→ **What to work on**
Retype every record that follows, character for character.

(Data records)

----------------------------------------

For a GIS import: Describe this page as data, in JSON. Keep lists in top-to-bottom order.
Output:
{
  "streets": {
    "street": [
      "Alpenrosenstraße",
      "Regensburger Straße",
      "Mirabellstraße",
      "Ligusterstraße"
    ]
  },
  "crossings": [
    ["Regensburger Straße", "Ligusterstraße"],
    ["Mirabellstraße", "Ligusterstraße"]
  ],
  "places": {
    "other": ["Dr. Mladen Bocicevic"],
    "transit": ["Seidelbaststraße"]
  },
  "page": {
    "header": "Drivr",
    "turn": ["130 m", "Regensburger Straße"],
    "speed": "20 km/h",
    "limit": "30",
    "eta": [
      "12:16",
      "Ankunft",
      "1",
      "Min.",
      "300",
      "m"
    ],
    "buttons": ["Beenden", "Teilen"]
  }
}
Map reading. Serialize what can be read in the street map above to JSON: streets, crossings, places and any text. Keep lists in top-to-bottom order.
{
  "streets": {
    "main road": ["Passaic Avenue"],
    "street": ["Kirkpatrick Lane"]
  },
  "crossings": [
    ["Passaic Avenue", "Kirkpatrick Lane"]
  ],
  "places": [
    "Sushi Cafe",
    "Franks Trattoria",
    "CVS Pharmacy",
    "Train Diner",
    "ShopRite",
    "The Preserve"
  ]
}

----------------------------------------

→ **Task answer**
For a GIS import: Describe this page as data, in JSON. Keep lists in top-to-bottom order.
Output:
{
  "streets": {
    "street": [
      "Alpenrosenstraße",
      "Regensburger Straße",
      "Mirabellstraße",
      "Ligusterstraße"
    ]
  },
  "crossings": [
    ["Regensburger Straße", "Ligusterstraße"],
    ["Mirabellstraße", "Ligusterstraße"]
  ],
  "places": {
    "other": ["Dr. Mladen Bocicevic"],
    "transit": ["Seidelbaststraße"]
  },
  "page": {
    "header": "Drivr",
    "turn": ["130 m", "Regensburger Straße"],
    "speed": "20 km/h",
    "limit": "30",
    "eta": [
      "12:16",
      "Ankunft",
      "1",
      "Min.",
      "300",
      "m"
    ],
    "buttons": ["Beenden", "Teilen"]
  }
}
Map reading. Serialize what can be read in the street map above to JSON: streets, crossings, places and any text. Keep lists in top-to-bottom order.
{
  "streets": {
    "main road": ["Passaic Avenue"],
    "street": ["Kirkpatrick Lane"]
  },
  "crossings": [
    ["Passaic Avenue", "Kirkpatrick Lane"]
  ],
  "places": [
    "Sushi Cafe",
    "Franks Trattoria",
    "CVS Pharmacy",
    "Train Diner",
    "ShopRite",
    "The Preserve"
  ]
}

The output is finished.